Dataset entries:
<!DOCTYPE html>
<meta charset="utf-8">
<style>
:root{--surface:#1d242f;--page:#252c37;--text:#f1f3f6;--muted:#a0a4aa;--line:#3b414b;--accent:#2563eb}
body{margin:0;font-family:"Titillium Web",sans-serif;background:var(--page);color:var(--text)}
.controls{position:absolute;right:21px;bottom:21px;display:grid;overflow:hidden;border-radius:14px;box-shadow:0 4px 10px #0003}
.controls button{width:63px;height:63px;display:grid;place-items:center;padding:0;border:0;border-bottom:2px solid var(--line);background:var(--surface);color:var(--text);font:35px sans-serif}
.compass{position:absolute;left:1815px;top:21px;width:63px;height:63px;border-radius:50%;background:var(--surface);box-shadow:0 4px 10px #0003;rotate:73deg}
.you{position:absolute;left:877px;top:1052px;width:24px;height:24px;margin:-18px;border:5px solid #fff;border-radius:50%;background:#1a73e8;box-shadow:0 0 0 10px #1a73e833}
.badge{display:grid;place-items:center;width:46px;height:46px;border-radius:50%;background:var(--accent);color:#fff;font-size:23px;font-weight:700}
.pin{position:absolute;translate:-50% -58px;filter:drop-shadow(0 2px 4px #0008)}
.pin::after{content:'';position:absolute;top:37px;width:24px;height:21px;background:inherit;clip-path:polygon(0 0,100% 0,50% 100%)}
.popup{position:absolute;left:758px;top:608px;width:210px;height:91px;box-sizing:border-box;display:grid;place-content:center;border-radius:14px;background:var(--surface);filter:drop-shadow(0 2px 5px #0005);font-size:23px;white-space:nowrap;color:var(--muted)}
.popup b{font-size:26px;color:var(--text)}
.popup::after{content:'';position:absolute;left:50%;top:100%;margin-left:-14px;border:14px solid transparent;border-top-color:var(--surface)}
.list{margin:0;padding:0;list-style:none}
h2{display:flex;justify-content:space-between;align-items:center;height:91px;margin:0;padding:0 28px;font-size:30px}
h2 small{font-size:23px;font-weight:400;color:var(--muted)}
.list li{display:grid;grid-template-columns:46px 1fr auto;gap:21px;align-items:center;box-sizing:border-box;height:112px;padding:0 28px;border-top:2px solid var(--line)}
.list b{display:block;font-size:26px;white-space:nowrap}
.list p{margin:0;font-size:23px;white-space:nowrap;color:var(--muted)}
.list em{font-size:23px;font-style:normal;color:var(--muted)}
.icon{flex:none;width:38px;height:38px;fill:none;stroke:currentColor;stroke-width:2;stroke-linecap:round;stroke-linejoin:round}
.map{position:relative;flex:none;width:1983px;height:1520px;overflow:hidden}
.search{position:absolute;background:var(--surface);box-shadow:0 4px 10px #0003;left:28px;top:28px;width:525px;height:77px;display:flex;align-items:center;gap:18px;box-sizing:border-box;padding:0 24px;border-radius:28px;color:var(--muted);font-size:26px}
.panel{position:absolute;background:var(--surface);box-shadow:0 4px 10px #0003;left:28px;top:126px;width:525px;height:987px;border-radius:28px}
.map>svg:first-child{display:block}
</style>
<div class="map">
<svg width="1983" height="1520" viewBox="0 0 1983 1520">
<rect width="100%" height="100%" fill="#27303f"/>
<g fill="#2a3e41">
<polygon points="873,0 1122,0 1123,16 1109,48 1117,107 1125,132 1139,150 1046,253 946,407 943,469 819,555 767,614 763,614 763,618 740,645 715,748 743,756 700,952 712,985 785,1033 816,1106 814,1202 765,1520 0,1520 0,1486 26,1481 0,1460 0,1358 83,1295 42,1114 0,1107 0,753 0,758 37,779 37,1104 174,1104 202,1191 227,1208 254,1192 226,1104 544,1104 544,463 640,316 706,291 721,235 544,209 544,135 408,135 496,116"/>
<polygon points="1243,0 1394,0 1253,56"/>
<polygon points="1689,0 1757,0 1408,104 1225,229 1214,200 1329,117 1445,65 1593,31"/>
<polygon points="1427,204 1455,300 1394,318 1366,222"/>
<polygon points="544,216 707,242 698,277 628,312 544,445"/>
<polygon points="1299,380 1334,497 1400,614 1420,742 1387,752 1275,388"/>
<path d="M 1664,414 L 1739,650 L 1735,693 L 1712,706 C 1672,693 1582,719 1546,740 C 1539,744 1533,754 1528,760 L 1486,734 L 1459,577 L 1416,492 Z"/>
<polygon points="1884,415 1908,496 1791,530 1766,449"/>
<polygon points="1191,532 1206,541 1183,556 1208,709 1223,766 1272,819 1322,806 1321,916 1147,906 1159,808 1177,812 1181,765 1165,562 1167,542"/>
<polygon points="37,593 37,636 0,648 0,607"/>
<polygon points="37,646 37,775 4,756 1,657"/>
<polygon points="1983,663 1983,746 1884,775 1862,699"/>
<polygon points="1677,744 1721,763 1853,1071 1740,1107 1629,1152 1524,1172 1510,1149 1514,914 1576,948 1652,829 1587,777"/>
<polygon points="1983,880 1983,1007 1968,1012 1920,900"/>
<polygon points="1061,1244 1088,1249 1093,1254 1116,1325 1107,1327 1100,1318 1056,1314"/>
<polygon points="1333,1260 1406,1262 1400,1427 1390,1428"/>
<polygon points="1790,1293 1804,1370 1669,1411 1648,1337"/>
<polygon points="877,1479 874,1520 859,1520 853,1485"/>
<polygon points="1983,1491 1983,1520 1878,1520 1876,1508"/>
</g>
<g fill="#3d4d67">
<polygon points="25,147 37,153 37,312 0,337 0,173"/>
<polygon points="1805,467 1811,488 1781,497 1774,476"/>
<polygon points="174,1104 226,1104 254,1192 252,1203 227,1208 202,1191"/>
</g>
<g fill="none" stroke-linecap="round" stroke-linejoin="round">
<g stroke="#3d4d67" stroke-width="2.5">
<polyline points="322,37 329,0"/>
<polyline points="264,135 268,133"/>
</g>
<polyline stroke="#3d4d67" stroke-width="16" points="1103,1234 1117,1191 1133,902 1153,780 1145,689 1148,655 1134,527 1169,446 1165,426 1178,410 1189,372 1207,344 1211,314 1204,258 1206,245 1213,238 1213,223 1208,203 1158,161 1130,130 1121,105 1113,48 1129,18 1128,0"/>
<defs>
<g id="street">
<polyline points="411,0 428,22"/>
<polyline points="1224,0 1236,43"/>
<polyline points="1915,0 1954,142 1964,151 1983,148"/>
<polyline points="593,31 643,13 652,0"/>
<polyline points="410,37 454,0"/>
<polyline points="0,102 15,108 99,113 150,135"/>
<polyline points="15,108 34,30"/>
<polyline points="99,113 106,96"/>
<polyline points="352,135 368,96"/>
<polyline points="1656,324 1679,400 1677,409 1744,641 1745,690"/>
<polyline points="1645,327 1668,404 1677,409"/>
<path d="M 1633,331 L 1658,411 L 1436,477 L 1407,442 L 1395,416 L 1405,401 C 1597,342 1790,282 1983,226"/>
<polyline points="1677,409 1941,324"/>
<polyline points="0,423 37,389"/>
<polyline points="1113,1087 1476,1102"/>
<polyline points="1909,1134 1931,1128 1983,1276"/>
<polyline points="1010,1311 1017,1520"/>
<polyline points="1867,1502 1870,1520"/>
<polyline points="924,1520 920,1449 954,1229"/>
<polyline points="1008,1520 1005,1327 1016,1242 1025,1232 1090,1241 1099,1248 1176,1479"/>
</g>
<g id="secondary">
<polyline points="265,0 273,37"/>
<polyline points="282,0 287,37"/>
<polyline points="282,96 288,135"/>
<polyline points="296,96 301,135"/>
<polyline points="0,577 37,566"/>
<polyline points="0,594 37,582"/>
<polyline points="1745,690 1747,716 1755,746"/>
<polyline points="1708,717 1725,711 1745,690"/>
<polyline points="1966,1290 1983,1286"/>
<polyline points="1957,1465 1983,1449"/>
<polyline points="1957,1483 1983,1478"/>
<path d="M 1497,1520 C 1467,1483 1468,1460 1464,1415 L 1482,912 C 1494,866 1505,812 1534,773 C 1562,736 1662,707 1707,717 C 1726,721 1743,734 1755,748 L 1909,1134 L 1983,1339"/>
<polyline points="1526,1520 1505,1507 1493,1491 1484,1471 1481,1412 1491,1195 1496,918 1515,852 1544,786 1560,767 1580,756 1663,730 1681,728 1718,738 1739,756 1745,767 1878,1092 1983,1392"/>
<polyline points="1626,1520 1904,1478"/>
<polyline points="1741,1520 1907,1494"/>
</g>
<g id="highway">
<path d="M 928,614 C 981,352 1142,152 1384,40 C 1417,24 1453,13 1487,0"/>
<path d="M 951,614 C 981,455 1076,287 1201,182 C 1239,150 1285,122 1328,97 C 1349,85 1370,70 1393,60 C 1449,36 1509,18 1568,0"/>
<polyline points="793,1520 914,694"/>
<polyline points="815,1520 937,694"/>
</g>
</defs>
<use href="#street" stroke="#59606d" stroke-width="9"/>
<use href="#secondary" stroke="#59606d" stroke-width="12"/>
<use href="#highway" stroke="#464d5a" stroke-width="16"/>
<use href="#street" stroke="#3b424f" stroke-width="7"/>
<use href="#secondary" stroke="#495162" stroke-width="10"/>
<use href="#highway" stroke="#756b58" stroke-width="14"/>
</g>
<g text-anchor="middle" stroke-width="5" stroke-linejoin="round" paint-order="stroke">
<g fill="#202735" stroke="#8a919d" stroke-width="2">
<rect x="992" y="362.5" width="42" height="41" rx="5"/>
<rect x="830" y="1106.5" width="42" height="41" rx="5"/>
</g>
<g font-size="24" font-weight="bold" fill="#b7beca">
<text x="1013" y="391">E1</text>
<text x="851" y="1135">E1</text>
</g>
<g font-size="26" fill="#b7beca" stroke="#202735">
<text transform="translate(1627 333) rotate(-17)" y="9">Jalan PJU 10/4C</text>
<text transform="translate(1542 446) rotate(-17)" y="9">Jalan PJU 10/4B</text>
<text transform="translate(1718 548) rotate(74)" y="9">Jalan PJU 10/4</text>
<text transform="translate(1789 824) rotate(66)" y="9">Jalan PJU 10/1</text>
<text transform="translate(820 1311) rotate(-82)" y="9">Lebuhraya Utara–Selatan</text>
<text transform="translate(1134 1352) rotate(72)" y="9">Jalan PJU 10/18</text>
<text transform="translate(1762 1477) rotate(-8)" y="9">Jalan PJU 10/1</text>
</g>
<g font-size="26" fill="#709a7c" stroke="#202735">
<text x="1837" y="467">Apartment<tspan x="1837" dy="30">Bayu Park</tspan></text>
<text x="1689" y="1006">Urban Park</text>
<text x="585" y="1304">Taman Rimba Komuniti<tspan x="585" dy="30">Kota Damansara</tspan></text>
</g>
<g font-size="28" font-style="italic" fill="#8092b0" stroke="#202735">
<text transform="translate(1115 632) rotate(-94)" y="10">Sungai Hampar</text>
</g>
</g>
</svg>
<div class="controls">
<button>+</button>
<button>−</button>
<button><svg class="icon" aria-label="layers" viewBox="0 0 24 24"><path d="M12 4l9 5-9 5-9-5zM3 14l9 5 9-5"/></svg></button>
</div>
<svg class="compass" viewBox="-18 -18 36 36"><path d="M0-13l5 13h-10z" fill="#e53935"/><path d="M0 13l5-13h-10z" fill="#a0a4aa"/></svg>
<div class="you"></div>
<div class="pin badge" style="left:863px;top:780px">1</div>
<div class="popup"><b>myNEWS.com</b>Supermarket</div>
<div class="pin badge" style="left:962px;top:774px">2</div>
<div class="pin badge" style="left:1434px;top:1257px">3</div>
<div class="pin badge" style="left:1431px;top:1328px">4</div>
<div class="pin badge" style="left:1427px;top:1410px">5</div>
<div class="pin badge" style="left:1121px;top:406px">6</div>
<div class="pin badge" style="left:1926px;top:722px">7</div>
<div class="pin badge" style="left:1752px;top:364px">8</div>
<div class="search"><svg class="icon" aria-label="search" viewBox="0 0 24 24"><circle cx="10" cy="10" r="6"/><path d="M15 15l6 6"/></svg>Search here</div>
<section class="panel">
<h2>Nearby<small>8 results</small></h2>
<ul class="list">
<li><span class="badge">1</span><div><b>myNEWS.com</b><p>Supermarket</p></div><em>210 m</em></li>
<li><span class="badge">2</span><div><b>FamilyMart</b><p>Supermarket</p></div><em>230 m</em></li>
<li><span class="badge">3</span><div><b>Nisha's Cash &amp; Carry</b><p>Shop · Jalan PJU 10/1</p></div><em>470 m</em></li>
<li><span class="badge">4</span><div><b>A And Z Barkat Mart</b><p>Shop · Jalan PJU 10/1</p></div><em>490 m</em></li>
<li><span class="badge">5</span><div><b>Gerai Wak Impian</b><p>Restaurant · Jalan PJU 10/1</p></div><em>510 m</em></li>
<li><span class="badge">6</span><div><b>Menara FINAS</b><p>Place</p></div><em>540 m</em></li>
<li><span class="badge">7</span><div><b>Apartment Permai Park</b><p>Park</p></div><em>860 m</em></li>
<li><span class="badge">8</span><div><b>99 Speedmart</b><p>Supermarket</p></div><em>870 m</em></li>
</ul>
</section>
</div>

What you need to do: Report each line of the records that holds the word "controls".

Finished task:
.controls{position:absolute;right:21px;bottom:21px;display:grid;overflow:hidden;border-radius:14px;box-shadow:0 4px 10px #0003}
.controls button{width:63px;height:63px;display:grid;place-items:center;padding:0;border:0;border-bottom:2px solid var(--line);background:var(--surface);color:var(--text);font:35px sans-serif}
<div class="controls">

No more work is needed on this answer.